In 1944, while in the Philippines on military service after being called up a fourth time, Handa was killed by a land mine. Neither his remains nor his belongings were returned to his family, so they placed in a tomb hair and nail clippings that he had left before going to war.

After the war, Yaeko assisted with her father-in-law's business and also worked on a farm while raising her daughter. "I never felt hungry or lonely," Sumiko recalled. From time to time, Yaeko told her daughter how her father had lived: "Never be cowardly, and act with integrity towards others."

"If I die in battle, I hope that if possible Sumiko will become a teacher. Please let her receive an education adequate for her to be able to attain financial independence."
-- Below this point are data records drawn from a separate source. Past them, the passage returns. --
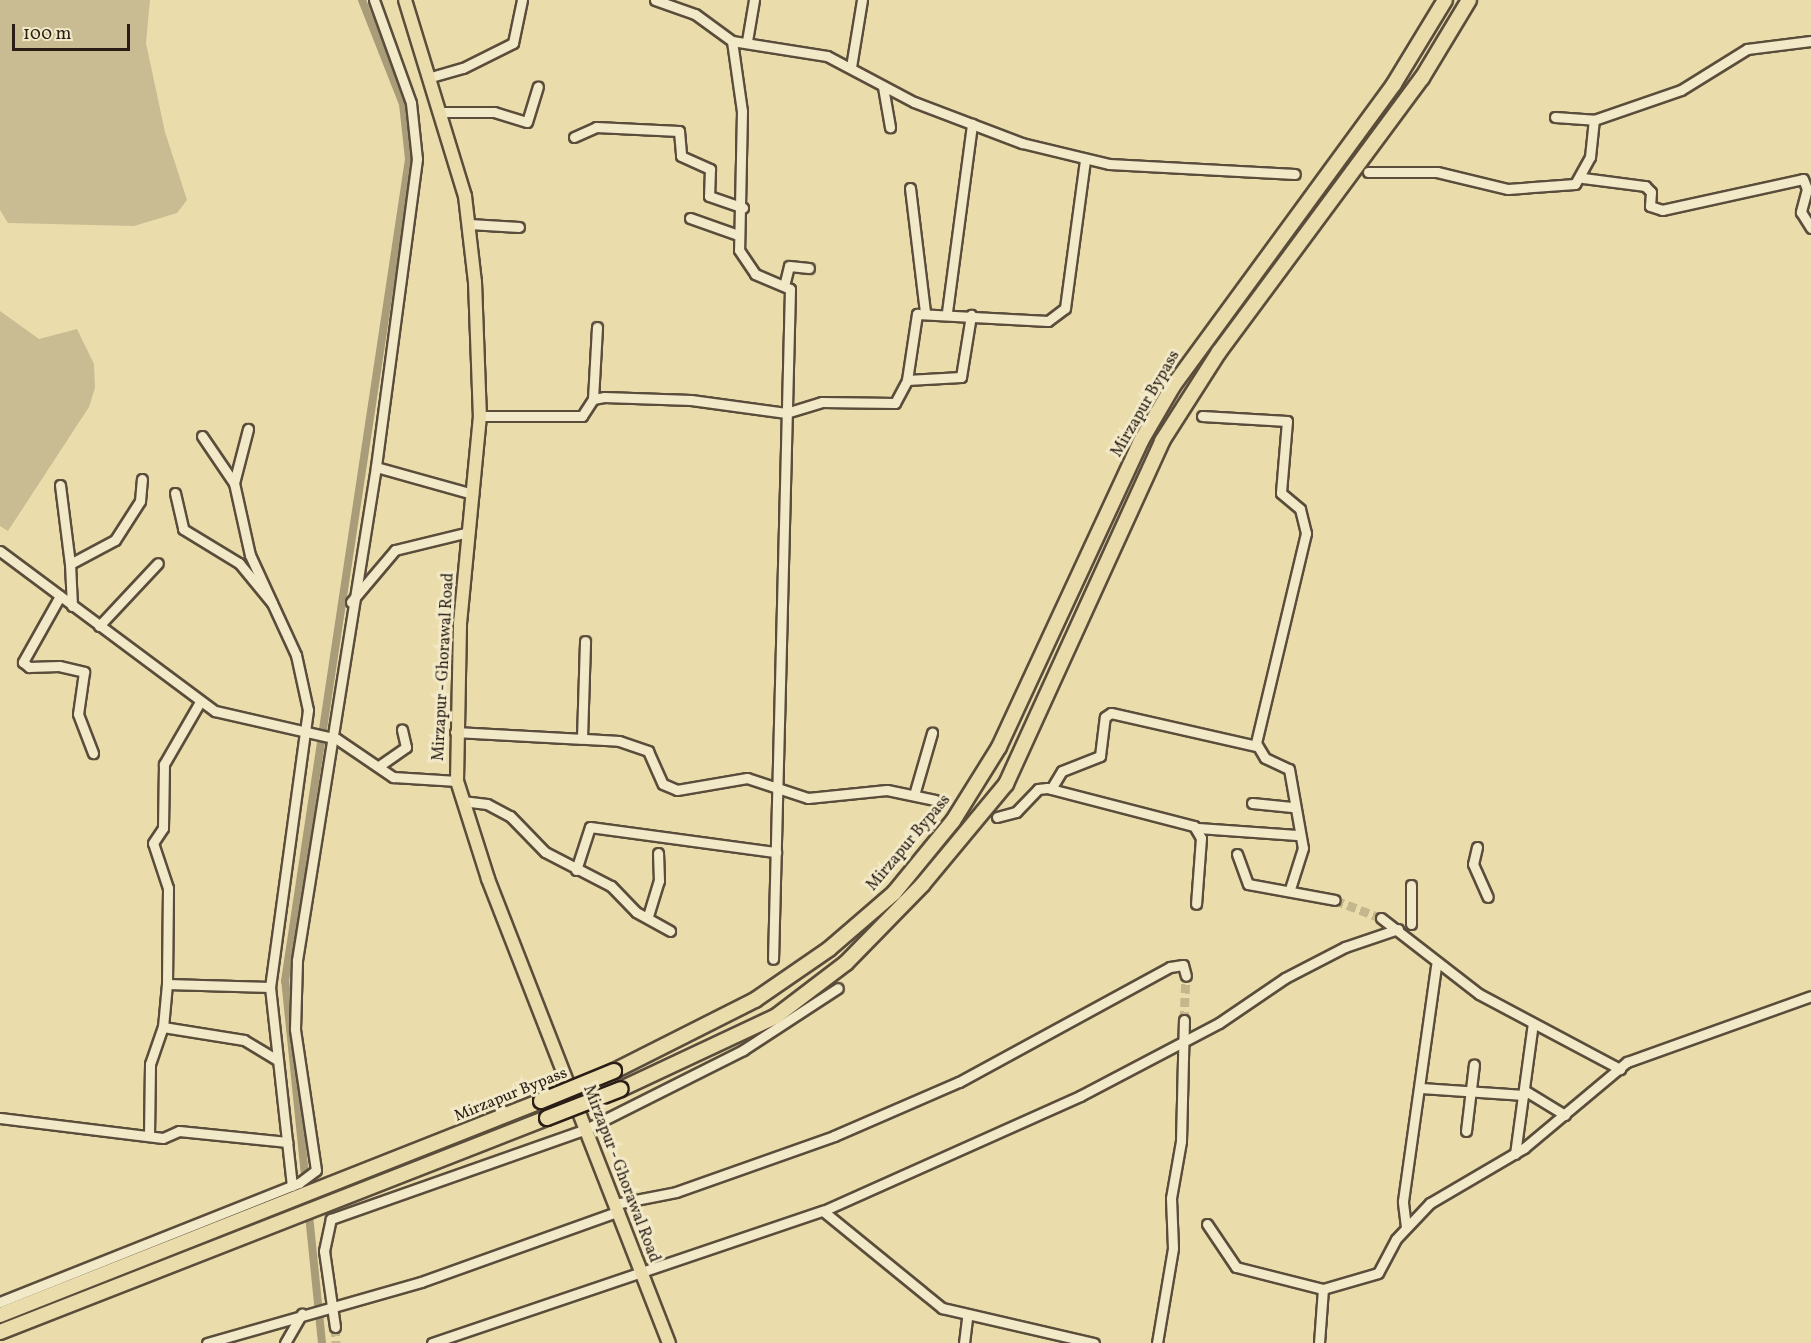 <!DOCTYPE html>
<style>
body{margin:0}
#map{position:relative;width:1811px;height:1343px;overflow:hidden;background:#ebddab;font-family:Vollkorn,serif}
div>[style]{position:absolute}
[style*='--x']{left:calc(var(--x)*1px);top:calc(var(--y)*1px);width:calc(var(--w)*1px);rotate:calc(var(--a)*1deg)}
.green>*{inset:0;background:#cabc92}
.canal>*{height:8px;margin:-4px;padding:0 4px;transform-origin:4px;border-radius:4px;background:#a99c78}
.minor-tunnel>*{height:9px;margin-top:-4.5px;transform-origin:0;background:repeating-linear-gradient(90deg,#c4b78d 0 9px,transparent 0 13.5px)}
.roads{filter:drop-shadow(2px 0 #5a4d3b) drop-shadow(-2px 0 #5a4d3b) drop-shadow(0 2px #5a4d3b) drop-shadow(0 -2px #5a4d3b)}
.minor>*{height:9px;margin:-4.5px;padding:0 4.5px;transform-origin:4.5px;border-radius:4.5px;background:#f2e9c8}
.major>*{height:12px;margin:-6px;padding:0 6px;transform-origin:6px;border-radius:6px;background:#ebddab}
.highway>*{height:14px;margin:-7px;padding:0 7px;transform-origin:7px;border-radius:7px;background:#ebddab}
.bridges{filter:drop-shadow(2px 0 #291d16) drop-shadow(-2px 0 #291d16) drop-shadow(0 2px #291d16) drop-shadow(0 -2px #291d16)}
.highway-bridge>*{height:14px;margin:-7px;padding:0 7px;transform-origin:7px;border-radius:7px;background:#ebddab}
span{translate:-50% -50%;white-space:nowrap;text-align:center;line-height:1.15;-webkit-text-stroke:6px #f2e9c8;paint-order:stroke}
.street-label{font-size:16px;color:#291d16}
.scale{position:absolute;left:12px;top:24px;width:118px;height:27px;box-sizing:border-box;border:3px solid #291d16;border-top:0;padding-left:8px;font-size:18px;line-height:21px;white-space:nowrap;color:#291d16;-webkit-text-stroke:4px #f2e9c8;paint-order:stroke}
</style>
<div id="map">
<div class="green">
<div style="clip-path:polygon(0 0,150px 0,146px 43px,165px 132px,187px 200px,177px 213px,134px 226px,8px 223px,0 210px)"></div>
<div style="clip-path:polygon(0 311px,39px 339px,77px 329px,94px 364px,95px 388px,89px 407px,8px 531px,0 526px)"></div>
</div>
<div class="canal">
<div style="--x:322;--y:1343;--w:364;--a:-95.8"></div>
<div style="--x:285;--y:981;--w:831;--a:-81.42"></div>
<div style="--x:409;--y:159;--w:55;--a:-96.2"></div>
<div style="--x:403;--y:104;--w:112;--a:-111.5"></div>
</div>
<div class="minor-tunnel">
<div style="--x:1335;--y:900;--w:49;--a:21.4"></div>
<div style="--x:1184;--y:1020;--w:44;--a:-87.4"></div>
<div style="--x:335;--y:1327;--w:16;--a:86"></div>
</div>
<div class="roads">
<div class="minor">
<div style="--x:374;--y:0;--w:109;--a:70.2"></div>
<div style="--x:411;--y:103;--w:56;--a:83.9"></div>
<div style="--x:417;--y:159;--w:311;--a:97.6"></div>
<div style="--x:376;--y:467;--w:101;--a:15.6"></div>
<div style="--x:655;--y:0;--w:42;--a:19.3"></div>
<div style="--x:695;--y:14;--w:46;--a:36.1"></div>
<div style="--x:732;--y:41;--w:96;--a:9"></div>
<div style="--x:827;--y:56;--w:98;--a:27.9"></div>
<div style="--x:914;--y:102;--w:116;--a:20.8"></div>
<div style="--x:1022;--y:143;--w:89;--a:13.6"></div>
<div style="--x:1109;--y:164;--w:186;--a:3.1"></div>
<div style="--x:732;--y:41;--w:71;--a:81.9"></div>
<div style="--x:742;--y:111;--w:139;--a:91.2"></div>
<div style="--x:739;--y:250;--w:29;--a:56"></div>
<div style="--x:755;--y:274;--w:38;--a:23"></div>
<div style="--x:790;--y:289;--w:670;--a:91.45"></div>
<div style="--x:747;--y:41;--w:42;--a:-80.3"></div>
<div style="--x:851;--y:67;--w:68;--a:-80.7"></div>
<div style="--x:431;--y:77;--w:33;--a:-16"></div>
<div style="--x:463;--y:68;--w:56;--a:-26.6"></div>
<div style="--x:513;--y:43;--w:44;--a:-78.2"></div>
<div style="--x:883;--y:87;--w:41;--a:80.1"></div>
<div style="--x:442;--y:112;--w:52;--a:0"></div>
<div style="--x:494;--y:112;--w:34;--a:17"></div>
<div style="--x:527;--y:122;--w:37;--a:-73"></div>
<div style="--x:1555;--y:117;--w:39;--a:4"></div>
<div style="--x:1594;--y:120;--w:92;--a:-19"></div>
<div style="--x:1681;--y:90;--w:78;--a:-31.8"></div>
<div style="--x:1747;--y:49;--w:64;--a:-7.1"></div>
<div style="--x:574;--y:137;--w:24;--a:-24"></div>
<div style="--x:596;--y:127;--w:83;--a:2.8"></div>
<div style="--x:679;--y:131;--w:25;--a:85"></div>
<div style="--x:681;--y:156;--w:32;--a:24"></div>
<div style="--x:710;--y:169;--w:27;--a:92"></div>
<div style="--x:709;--y:196;--w:36;--a:19"></div>
<div style="--x:1368;--y:172;--w:69;--a:0"></div>
<div style="--x:1437;--y:172;--w:73;--a:13.5"></div>
<div style="--x:1508;--y:189;--w:67;--a:-4.3"></div>
<div style="--x:1575;--y:184;--w:31;--a:-61"></div>
<div style="--x:1590;--y:157;--w:37;--a:-84"></div>
<div style="--x:1583;--y:178;--w:63;--a:7.4"></div>
<div style="--x:1645;--y:186;--w:8;--a:45"></div>
<div style="--x:1651;--y:192;--w:14;--a:94"></div>
<div style="--x:1650;--y:206;--w:13;--a:18"></div>
<div style="--x:1662;--y:210;--w:144;--a:-12.4"></div>
<div style="--x:1803;--y:179;--w:11;--a:68"></div>
<div style="--x:1807;--y:189;--w:24;--a:105"></div>
<div style="--x:1801;--y:212;--w:19;--a:58"></div>
<div style="--x:910;--y:188;--w:125;--a:83.1"></div>
<div style="--x:690;--y:218;--w:51;--a:19.5"></div>
<div style="--x:469;--y:224;--w:50;--a:3.4"></div>
<div style="--x:785;--y:282;--w:16;--a:-76"></div>
<div style="--x:789;--y:266;--w:20;--a:6"></div>
<div style="--x:947;--y:312;--w:190;--a:-82.4"></div>
<div style="--x:907;--y:380;--w:54;--a:-3.2"></div>
<div style="--x:961;--y:377;--w:63;--a:-80.8"></div>
<div style="--x:593;--y:399;--w:72;--a:-86.8"></div>
<div style="--x:480;--y:416;--w:102;--a:0"></div>
<div style="--x:582;--y:416;--w:20;--a:-57"></div>
<div style="--x:593;--y:399;--w:11;--a:-10"></div>
<div style="--x:604;--y:397;--w:87;--a:2"></div>
<div style="--x:691;--y:400;--w:96;--a:7.8"></div>
<div style="--x:786;--y:413;--w:38;--a:-17"></div>
<div style="--x:822;--y:402;--w:73;--a:0.8"></div>
<div style="--x:895;--y:403;--w:26;--a:-62"></div>
<div style="--x:907;--y:380;--w:67;--a:-81.4"></div>
<div style="--x:917;--y:314;--w:131;--a:3.1"></div>
<div style="--x:1048;--y:321;--w:21;--a:-37"></div>
<div style="--x:1065;--y:308;--w:149;--a:-82.3"></div>
<div style="--x:1202;--y:416;--w:85;--a:3.4"></div>
<div style="--x:1287;--y:421;--w:72;--a:94.8"></div>
<div style="--x:1281;--y:493;--w:25;--a:40"></div>
<div style="--x:1300;--y:509;--w:25;--a:76"></div>
<div style="--x:1306;--y:533;--w:216;--a:103.4"></div>
<div style="--x:1256;--y:743;--w:17;--a:59"></div>
<div style="--x:1265;--y:758;--w:26;--a:25"></div>
<div style="--x:1289;--y:769;--w:80;--a:80"></div>
<div style="--x:1303;--y:848;--w:43;--a:107.6"></div>
<div style="--x:202;--y:436;--w:57;--a:55.8"></div>
<div style="--x:234;--y:483;--w:74;--a:77.5"></div>
<div style="--x:250;--y:555;--w:110;--a:65.3"></div>
<div style="--x:296;--y:655;--w:56;--a:77.7"></div>
<div style="--x:308;--y:710;--w:280;--a:97.8"></div>
<div style="--x:270;--y:987;--w:200;--a:83.7"></div>
<div style="--x:234;--y:483;--w:56;--a:-75.5"></div>
<div style="--x:60;--y:485;--w:80;--a:82.8"></div>
<div style="--x:175;--y:493;--w:37;--a:77"></div>
<div style="--x:183;--y:529;--w:66;--a:31.3"></div>
<div style="--x:239;--y:563;--w:52;--a:50.5"></div>
<div style="--x:0;--y:551;--w:268;--a:36.7"></div>
<div style="--x:215;--y:711;--w:125;--a:12.9"></div>
<div style="--x:337;--y:739;--w:68;--a:34.2"></div>
<div style="--x:393;--y:777;--w:64;--a:3.6"></div>
<div style="--x:60;--y:596;--w:76;--a:119.3"></div>
<div style="--x:23;--y:662;--w:8;--a:40"></div>
<div style="--x:29;--y:667;--w:30;--a:-2"></div>
<div style="--x:59;--y:666;--w:26;--a:13"></div>
<div style="--x:84;--y:672;--w:42;--a:98.1"></div>
<div style="--x:78;--y:714;--w:42;--a:69"></div>
<div style="--x:351;--y:602;--w:68;--a:-49.8"></div>
<div style="--x:395;--y:550;--w:76;--a:-13.7"></div>
<div style="--x:72;--y:606;--w:42;--a:-92.7"></div>
<div style="--x:70;--y:564;--w:51;--a:-28.1"></div>
<div style="--x:115;--y:540;--w:46;--a:-57.3"></div>
<div style="--x:140;--y:501;--w:22;--a:-85"></div>
<div style="--x:99;--y:626;--w:86;--a:-46.9"></div>
<div style="--x:455;--y:732;--w:164;--a:3.1"></div>
<div style="--x:619;--y:741;--w:31;--a:19"></div>
<div style="--x:648;--y:751;--w:36;--a:66"></div>
<div style="--x:663;--y:784;--w:15;--a:23"></div>
<div style="--x:677;--y:790;--w:71;--a:-9.7"></div>
<div style="--x:747;--y:778;--w:64;--a:18.2"></div>
<div style="--x:808;--y:798;--w:79;--a:-5.8"></div>
<div style="--x:887;--y:790;--w:49;--a:11.8"></div>
<div style="--x:582;--y:738;--w:97;--a:-88.2"></div>
<div style="--x:379;--y:766;--w:33;--a:-35"></div>
<div style="--x:406;--y:747;--w:18;--a:-103"></div>
<div style="--x:1051;--y:789;--w:21;--a:-59"></div>
<div style="--x:1062;--y:771;--w:41;--a:-21.5"></div>
<div style="--x:1100;--y:756;--w:39;--a:-83"></div>
<div style="--x:1105;--y:717;--w:7;--a:-34"></div>
<div style="--x:1111;--y:713;--w:149;--a:12.8"></div>
<div style="--x:914;--y:795;--w:65;--a:-73.8"></div>
<div style="--x:462;--y:801;--w:25;--a:7"></div>
<div style="--x:487;--y:804;--w:26;--a:28"></div>
<div style="--x:510;--y:816;--w:50;--a:45.8"></div>
<div style="--x:545;--y:852;--w:74;--a:27.3"></div>
<div style="--x:611;--y:886;--w:36;--a:46"></div>
<div style="--x:636;--y:912;--w:39;--a:29"></div>
<div style="--x:1252;--y:803;--w:40;--a:5.7"></div>
<div style="--x:997;--y:817;--w:20;--a:-15"></div>
<div style="--x:1016;--y:812;--w:32;--a:-46"></div>
<div style="--x:1038;--y:789;--w:9;--a:-6"></div>
<div style="--x:1047;--y:788;--w:152;--a:14.5"></div>
<div style="--x:1194;--y:826;--w:14;--a:60"></div>
<div style="--x:1201;--y:838;--w:66;--a:94.3"></div>
<div style="--x:1198;--y:828;--w:99;--a:4"></div>
<div style="--x:1477;--y:847;--w:17;--a:103"></div>
<div style="--x:1473;--y:864;--w:36;--a:66"></div>
<div style="--x:1237;--y:854;--w:32;--a:70"></div>
<div style="--x:1248;--y:884;--w:88;--a:10.4"></div>
<div style="--x:576;--y:870;--w:45;--a:-72"></div>
<div style="--x:590;--y:827;--w:188;--a:7.7"></div>
<div style="--x:648;--y:916;--w:37;--a:-73"></div>
<div style="--x:659;--y:881;--w:28;--a:-92"></div>
<div style="--x:1381;--y:918;--w:124;--a:37.8"></div>
<div style="--x:1479;--y:994;--w:160;--a:28"></div>
<div style="--x:1411;--y:924;--w:39;--a:-90"></div>
<div style="--x:167;--y:984;--w:103;--a:1.7"></div>
<div style="--x:163;--y:1027;--w:82;--a:9.1"></div>
<div style="--x:244;--y:1040;--w:39;--a:31"></div>
<div style="--x:1421;--y:1088;--w:103;--a:3.9"></div>
<div style="--x:1524;--y:1090;--w:48;--a:31.4"></div>
<div style="--x:0;--y:1118;--w:164;--a:7"></div>
<div style="--x:163;--y:1138;--w:17;--a:-24"></div>
<div style="--x:179;--y:1131;--w:109;--a:5.8"></div>
<div style="--x:1466;--y:1131;--w:67;--a:-83.2"></div>
<div style="--x:149;--y:1136;--w:72;--a:-89.2"></div>
<div style="--x:150;--y:1064;--w:39;--a:-71"></div>
<div style="--x:163;--y:1027;--w:43;--a:-84.7"></div>
<div style="--x:167;--y:984;--w:96;--a:-89.4"></div>
<div style="--x:168;--y:888;--w:47;--a:-108.4"></div>
<div style="--x:153;--y:843;--w:18;--a:-56"></div>
<div style="--x:163;--y:828;--w:64;--a:-89.1"></div>
<div style="--x:164;--y:764;--w:72;--a:-59.9"></div>
<div style="--x:1515;--y:1154;--w:132;--a:-82.2"></div>
<div style="--x:615;--y:1204;--w:62;--a:-11.1"></div>
<div style="--x:676;--y:1192;--w:168;--a:-19.5"></div>
<div style="--x:834;--y:1136;--w:136;--a:-23.4"></div>
<div style="--x:959;--y:1082;--w:240;--a:-28.6"></div>
<div style="--x:1170;--y:967;--w:13;--a:-9"></div>
<div style="--x:1183;--y:965;--w:11;--a:75"></div>
<div style="--x:823;--y:1211;--w:282;--a:-24.1"></div>
<div style="--x:1080;--y:1096;--w:157;--a:-27.7"></div>
<div style="--x:1219;--y:1023;--w:80;--a:-34.3"></div>
<div style="--x:1285;--y:978;--w:68;--a:-27.3"></div>
<div style="--x:1345;--y:947;--w:56;--a:-18.8"></div>
<div style="--x:1207;--y:1224;--w:52;--a:56"></div>
<div style="--x:1236;--y:1267;--w:90;--a:14.2"></div>
<div style="--x:1406;--y:1227;--w:26;--a:-97"></div>
<div style="--x:1403;--y:1201;--w:238;--a:-82"></div>
<div style="--x:0;--y:1302;--w:322;--a:-21.7"></div>
<div style="--x:299;--y:1183;--w:21;--a:-37"></div>
<div style="--x:316;--y:1170;--w:143;--a:-98.5"></div>
<div style="--x:295;--y:1029;--w:69;--a:-88.3"></div>
<div style="--x:297;--y:960;--w:499;--a:-80.9"></div>
<div style="--x:335;--y:1327;--w:77;--a:-98.2"></div>
<div style="--x:324;--y:1251;--w:33;--a:-78"></div>
<div style="--x:331;--y:1219;--w:270;--a:-19.4"></div>
<div style="--x:586;--y:1129;--w:176;--a:-26.7"></div>
<div style="--x:743;--y:1050;--w:113;--a:-33.1"></div>
<div style="--x:207;--y:1343;--w:223;--a:-15.9"></div>
<div style="--x:421;--y:1282;--w:210;--a:-19.7"></div>
<div style="--x:285;--y:1343;--w:34;--a:-60"></div>
<div style="--x:432;--y:1343;--w:413;--a:-18.7"></div>
<div style="--x:823;--y:1211;--w:154;--a:39.2"></div>
<div style="--x:942;--y:1308;--w:156;--a:13"></div>
<div style="--x:964;--y:1343;--w:26;--a:-83"></div>
<div style="--x:1157;--y:1343;--w:96;--a:-80.4"></div>
<div style="--x:1173;--y:1248;--w:50;--a:-92.3"></div>
<div style="--x:1171;--y:1198;--w:58;--a:-80"></div>
<div style="--x:1181;--y:1141;--w:121;--a:-88.6"></div>
<div style="--x:1319;--y:1343;--w:54;--a:-85.8"></div>
<div style="--x:1323;--y:1289;--w:57;--a:-16.2"></div>
<div style="--x:1378;--y:1273;--w:38;--a:-62"></div>
<div style="--x:1396;--y:1239;--w:50;--a:-46.6"></div>
<div style="--x:1430;--y:1203;--w:109;--a:-30.3"></div>
<div style="--x:1524;--y:1148;--w:134;--a:-39.9"></div>
<div style="--x:1627;--y:1062;--w:195;--a:-19.7"></div>
</div>
<div class="major">
<div style="--x:405;--y:0;--w:205;--a:73"></div>
<div style="--x:465;--y:196;--w:87;--a:83.4"></div>
<div style="--x:475;--y:282;--w:134;--a:87.9"></div>
<div style="--x:480;--y:416;--w:210;--a:95.5"></div>
<div style="--x:460;--y:625;--w:156;--a:91.1"></div>
<div style="--x:457;--y:781;--w:103;--a:72.4"></div>
<div style="--x:488;--y:879;--w:498;--a:68.7"></div>
</div>
<div class="highway">
<div style="--x:614;--y:1071;--w:158;--a:-26.7"></div>
<div style="--x:755;--y:1000;--w:90;--a:-34.6"></div>
<div style="--x:829;--y:949;--w:86;--a:-40.7"></div>
<div style="--x:894;--y:893;--w:93;--a:-50.7"></div>
<div style="--x:953;--y:821;--w:87;--a:-58.1"></div>
<div style="--x:999;--y:747;--w:337;--a:-65.1"></div>
<div style="--x:1141;--y:441;--w:64;--a:-59.8"></div>
<div style="--x:1173;--y:386;--w:374;--a:-53.8"></div>
<div style="--x:1394;--y:84;--w:98;--a:-58.7"></div>
<div style="--x:621;--y:1089;--w:170;--a:-25.1"></div>
<div style="--x:775;--y:1017;--w:89;--a:-37.3"></div>
<div style="--x:846;--y:963;--w:110;--a:-45.7"></div>
<div style="--x:923;--y:884;--w:130;--a:-50.3"></div>
<div style="--x:1006;--y:784;--w:377;--a:-65.5"></div>
<div style="--x:1162;--y:441;--w:106;--a:-57.4"></div>
<div style="--x:1219;--y:352;--w:341;--a:-53.5"></div>
<div style="--x:1422;--y:78;--w:91;--a:-58.9"></div>
<div style="--x:0;--y:1315;--w:582;--a:-21.58"></div>
<div style="--x:0;--y:1332;--w:587;--a:-21.37"></div>
</div>
</div>
<div class="bridges">
<div class="highway-bridge">
<div style="--x:541;--y:1101;--w:79;--a:-22.3"></div>
<div style="--x:547;--y:1118;--w:79;--a:-21.4"></div>
</div>
</div>
<div class="street-label">
<span style="left:1146px;top:404px;rotate:-60deg">Mirzapur Bypass</span>
<span style="left:444px;top:667px;rotate:-87deg">Mirzapur - Ghorawal Road</span>
<span style="left:909px;top:843px;rotate:-50deg">Mirzapur Bypass</span>
<span style="left:511px;top:1095px;rotate:-22deg">Mirzapur Bypass</span>
<span style="left:621px;top:1174px;rotate:69deg">Mirzapur - Ghorawal Road</span>
</div>
<div class="scale">100 m</div>
</div>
At that time, the four-year college advancement rate for women stood at just 2.4 percent. "I really appreciated that I was able to receive an education," Noichi said.

Unable to attend a college with a literature department as she had hoped, she went to the Faculty of Liberal Arts, now the Faculty of Education, at Kagawa University at the recommendation of her mother, who knew her father's wishes.

After graduation, Noichi became a teacher. When she retired, she was the principal of the primary school both she and her father had attended. "It was wonderful work, connecting people's minds," she said with appreciation for her father's guidance.

"If I die in the war, my soul will return to Sumiko for sure. I will protect Sumiko's future always."

Noichi had rarely been aware of the presence of her father. In the Philippines, she offered incense at a location close to the area where her father had died, and imagined his grueling final moments. Thinking about the resolve of her father, who had to go to war leaving behind his parents, wife and small child, she cried while reporting her trip to the Buddhist altar after returning home.

For Noichi, Aug. 15 is a day to pledge an end to war. She hopes never to have to send her children or grandchildren to war, and believes protecting peace to be the greatest memorial for her father.